# [DATA FOR REVIEW]
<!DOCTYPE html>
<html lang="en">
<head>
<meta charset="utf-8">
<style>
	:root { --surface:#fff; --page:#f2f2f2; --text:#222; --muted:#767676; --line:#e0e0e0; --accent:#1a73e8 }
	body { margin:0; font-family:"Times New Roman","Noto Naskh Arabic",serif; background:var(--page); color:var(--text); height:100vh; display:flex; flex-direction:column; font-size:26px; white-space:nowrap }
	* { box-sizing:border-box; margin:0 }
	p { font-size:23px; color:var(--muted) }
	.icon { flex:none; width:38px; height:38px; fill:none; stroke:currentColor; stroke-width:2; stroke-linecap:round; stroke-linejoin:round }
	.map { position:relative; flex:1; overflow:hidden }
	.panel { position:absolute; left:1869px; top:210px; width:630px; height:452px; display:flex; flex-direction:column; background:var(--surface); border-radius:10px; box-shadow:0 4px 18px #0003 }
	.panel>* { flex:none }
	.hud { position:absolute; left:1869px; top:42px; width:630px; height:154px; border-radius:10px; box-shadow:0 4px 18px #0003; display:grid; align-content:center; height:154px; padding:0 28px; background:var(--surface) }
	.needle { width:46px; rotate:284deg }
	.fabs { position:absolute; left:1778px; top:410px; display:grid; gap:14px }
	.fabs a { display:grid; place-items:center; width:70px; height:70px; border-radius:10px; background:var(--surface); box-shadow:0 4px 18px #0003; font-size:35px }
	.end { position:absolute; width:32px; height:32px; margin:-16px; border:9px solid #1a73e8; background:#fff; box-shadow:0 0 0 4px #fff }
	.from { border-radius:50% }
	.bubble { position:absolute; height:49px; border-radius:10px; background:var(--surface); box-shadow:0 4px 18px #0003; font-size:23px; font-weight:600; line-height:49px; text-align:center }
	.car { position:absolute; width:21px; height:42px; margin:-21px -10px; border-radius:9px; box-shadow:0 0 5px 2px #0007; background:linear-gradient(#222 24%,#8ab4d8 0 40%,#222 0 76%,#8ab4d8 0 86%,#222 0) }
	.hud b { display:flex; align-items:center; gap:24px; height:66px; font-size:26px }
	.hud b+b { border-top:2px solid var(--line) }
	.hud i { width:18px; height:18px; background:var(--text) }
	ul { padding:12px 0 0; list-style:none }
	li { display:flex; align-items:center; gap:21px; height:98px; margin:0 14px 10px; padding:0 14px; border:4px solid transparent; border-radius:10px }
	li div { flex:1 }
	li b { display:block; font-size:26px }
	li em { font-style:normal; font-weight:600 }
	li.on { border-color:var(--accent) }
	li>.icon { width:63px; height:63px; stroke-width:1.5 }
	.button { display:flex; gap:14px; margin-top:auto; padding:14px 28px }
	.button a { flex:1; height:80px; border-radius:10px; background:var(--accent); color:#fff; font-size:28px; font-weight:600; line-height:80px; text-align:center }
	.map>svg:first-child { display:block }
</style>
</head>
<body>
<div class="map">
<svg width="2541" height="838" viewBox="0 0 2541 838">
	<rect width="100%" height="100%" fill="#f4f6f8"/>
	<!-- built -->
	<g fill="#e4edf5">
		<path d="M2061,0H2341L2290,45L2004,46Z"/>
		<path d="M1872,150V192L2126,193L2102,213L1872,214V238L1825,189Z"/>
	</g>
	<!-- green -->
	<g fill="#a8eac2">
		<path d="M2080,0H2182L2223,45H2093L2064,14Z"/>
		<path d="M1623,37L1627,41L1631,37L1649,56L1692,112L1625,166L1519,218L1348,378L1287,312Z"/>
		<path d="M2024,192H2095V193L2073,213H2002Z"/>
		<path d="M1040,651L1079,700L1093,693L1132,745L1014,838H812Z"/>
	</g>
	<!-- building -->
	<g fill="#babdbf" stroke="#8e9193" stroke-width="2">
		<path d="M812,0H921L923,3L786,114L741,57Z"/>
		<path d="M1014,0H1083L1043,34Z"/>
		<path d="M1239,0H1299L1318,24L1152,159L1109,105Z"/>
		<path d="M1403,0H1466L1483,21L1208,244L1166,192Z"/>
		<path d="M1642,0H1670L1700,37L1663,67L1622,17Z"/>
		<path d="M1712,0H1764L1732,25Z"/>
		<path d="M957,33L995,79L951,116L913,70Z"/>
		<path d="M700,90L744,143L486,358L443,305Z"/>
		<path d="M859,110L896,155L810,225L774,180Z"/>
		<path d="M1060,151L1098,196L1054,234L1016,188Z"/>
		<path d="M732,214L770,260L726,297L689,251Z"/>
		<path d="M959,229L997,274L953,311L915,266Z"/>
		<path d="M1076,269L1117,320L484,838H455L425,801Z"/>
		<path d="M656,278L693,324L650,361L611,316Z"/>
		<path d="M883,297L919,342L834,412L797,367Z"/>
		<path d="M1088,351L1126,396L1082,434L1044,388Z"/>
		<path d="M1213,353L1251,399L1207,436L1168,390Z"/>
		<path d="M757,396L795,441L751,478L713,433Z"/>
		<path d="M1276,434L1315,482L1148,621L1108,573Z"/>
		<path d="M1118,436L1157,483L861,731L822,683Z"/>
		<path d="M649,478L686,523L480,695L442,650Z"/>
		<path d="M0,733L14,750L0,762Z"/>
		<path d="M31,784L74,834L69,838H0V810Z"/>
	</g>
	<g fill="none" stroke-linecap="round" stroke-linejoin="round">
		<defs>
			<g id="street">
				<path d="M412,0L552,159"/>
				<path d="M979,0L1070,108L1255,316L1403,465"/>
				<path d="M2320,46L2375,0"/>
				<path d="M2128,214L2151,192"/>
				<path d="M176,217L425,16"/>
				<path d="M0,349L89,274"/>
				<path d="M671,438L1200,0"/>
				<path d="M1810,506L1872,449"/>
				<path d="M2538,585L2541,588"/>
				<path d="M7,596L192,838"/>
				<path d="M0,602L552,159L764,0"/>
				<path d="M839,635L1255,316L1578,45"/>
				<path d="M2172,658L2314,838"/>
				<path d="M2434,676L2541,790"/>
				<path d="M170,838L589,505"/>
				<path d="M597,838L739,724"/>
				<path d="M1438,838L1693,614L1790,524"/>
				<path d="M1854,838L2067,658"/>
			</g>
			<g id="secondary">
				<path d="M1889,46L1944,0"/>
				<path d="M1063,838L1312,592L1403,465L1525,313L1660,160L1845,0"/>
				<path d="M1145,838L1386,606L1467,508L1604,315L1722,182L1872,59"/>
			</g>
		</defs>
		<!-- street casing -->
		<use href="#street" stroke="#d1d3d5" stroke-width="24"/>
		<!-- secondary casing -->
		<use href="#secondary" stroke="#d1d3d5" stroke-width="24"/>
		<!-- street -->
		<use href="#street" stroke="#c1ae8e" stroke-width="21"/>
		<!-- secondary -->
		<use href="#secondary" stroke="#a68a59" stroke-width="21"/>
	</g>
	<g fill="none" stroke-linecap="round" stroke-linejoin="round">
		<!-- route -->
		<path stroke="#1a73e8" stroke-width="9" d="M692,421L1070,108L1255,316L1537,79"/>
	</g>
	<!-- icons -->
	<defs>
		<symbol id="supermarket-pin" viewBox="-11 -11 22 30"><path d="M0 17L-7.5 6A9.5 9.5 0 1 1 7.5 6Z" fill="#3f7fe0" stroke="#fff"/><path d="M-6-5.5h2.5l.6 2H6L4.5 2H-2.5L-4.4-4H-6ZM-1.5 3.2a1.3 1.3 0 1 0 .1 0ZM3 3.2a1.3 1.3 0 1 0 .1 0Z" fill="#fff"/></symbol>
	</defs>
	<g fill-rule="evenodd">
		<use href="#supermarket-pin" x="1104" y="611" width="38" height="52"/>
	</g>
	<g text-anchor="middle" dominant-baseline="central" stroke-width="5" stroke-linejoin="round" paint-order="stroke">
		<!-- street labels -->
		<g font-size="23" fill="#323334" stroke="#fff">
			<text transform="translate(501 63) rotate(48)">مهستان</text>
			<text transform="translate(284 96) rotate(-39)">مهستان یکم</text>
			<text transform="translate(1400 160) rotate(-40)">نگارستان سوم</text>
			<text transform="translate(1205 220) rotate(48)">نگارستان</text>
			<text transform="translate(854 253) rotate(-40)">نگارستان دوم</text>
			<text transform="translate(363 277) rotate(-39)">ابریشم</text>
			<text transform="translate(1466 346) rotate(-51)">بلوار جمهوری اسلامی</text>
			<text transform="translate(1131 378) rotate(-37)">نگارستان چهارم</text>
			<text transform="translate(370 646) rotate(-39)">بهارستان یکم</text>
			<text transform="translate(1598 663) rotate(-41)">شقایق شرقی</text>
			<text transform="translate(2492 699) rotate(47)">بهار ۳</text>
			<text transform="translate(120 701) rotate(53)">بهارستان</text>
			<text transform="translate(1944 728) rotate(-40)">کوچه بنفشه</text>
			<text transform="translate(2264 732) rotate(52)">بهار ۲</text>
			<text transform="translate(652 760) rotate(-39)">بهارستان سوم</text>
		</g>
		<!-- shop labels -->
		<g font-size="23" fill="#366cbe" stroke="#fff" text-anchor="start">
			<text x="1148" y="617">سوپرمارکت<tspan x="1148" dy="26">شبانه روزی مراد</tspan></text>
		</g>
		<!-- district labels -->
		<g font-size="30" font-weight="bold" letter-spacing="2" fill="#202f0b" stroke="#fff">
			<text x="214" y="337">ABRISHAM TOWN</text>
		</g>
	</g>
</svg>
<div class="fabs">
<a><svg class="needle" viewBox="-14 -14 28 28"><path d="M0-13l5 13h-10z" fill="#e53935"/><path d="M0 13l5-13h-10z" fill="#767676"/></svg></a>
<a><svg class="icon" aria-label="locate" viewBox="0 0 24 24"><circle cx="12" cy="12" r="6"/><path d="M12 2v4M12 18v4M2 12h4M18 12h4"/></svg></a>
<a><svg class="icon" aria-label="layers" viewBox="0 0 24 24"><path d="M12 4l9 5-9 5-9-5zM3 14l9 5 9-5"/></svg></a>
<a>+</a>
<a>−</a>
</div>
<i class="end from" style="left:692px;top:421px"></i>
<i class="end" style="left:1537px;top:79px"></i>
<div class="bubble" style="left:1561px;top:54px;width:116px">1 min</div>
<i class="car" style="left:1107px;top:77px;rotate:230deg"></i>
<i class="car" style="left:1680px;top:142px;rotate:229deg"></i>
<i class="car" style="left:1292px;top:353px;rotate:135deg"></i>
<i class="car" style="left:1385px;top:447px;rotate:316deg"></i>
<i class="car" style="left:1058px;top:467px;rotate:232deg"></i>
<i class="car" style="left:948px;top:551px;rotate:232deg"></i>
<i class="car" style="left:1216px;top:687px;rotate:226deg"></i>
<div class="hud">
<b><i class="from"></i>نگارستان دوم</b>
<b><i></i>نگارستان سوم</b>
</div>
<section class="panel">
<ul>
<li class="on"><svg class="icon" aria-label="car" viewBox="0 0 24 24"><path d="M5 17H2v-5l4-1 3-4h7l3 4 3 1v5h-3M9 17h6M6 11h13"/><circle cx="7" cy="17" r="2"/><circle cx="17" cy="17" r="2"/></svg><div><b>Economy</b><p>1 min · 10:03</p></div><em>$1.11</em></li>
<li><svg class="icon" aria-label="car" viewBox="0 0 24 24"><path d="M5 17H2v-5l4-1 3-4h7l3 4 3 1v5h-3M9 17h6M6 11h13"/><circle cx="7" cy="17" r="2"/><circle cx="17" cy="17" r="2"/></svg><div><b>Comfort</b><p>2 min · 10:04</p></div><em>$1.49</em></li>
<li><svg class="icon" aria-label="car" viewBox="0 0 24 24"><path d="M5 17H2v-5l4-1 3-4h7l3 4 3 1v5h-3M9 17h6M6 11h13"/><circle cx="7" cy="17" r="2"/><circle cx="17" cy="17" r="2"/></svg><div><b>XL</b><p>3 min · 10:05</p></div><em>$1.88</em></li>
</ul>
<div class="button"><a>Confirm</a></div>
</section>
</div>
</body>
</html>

# [WORK REQUIRED]
Each line in the listing above from the one containing "display:grid; place-items:center; width:70px;" through the one containing "position:absolute; width:21px; height:42px;" should be repeated exactly, and no other line.

# [TASK SOLUTION]
	.fabs a { display:grid; place-items:center; width:70px; height:70px; border-radius:10px; background:var(--surface); box-shadow:0 4px 18px #0003; font-size:35px }
	.end { position:absolute; width:32px; height:32px; margin:-16px; border:9px solid #1a73e8; background:#fff; box-shadow:0 0 0 4px #fff }
	.from { border-radius:50% }
	.bubble { position:absolute; height:49px; border-radius:10px; background:var(--surface); box-shadow:0 4px 18px #0003; font-size:23px; font-weight:600; line-height:49px; text-align:center }
	.car { position:absolute; width:21px; height:42px; margin:-21px -10px; border-radius:9px; box-shadow:0 0 5px 2px #0007; background:linear-gradient(#222 24%,#8ab4d8 0 40%,#222 0 76%,#8ab4d8 0 86%,#222 0) }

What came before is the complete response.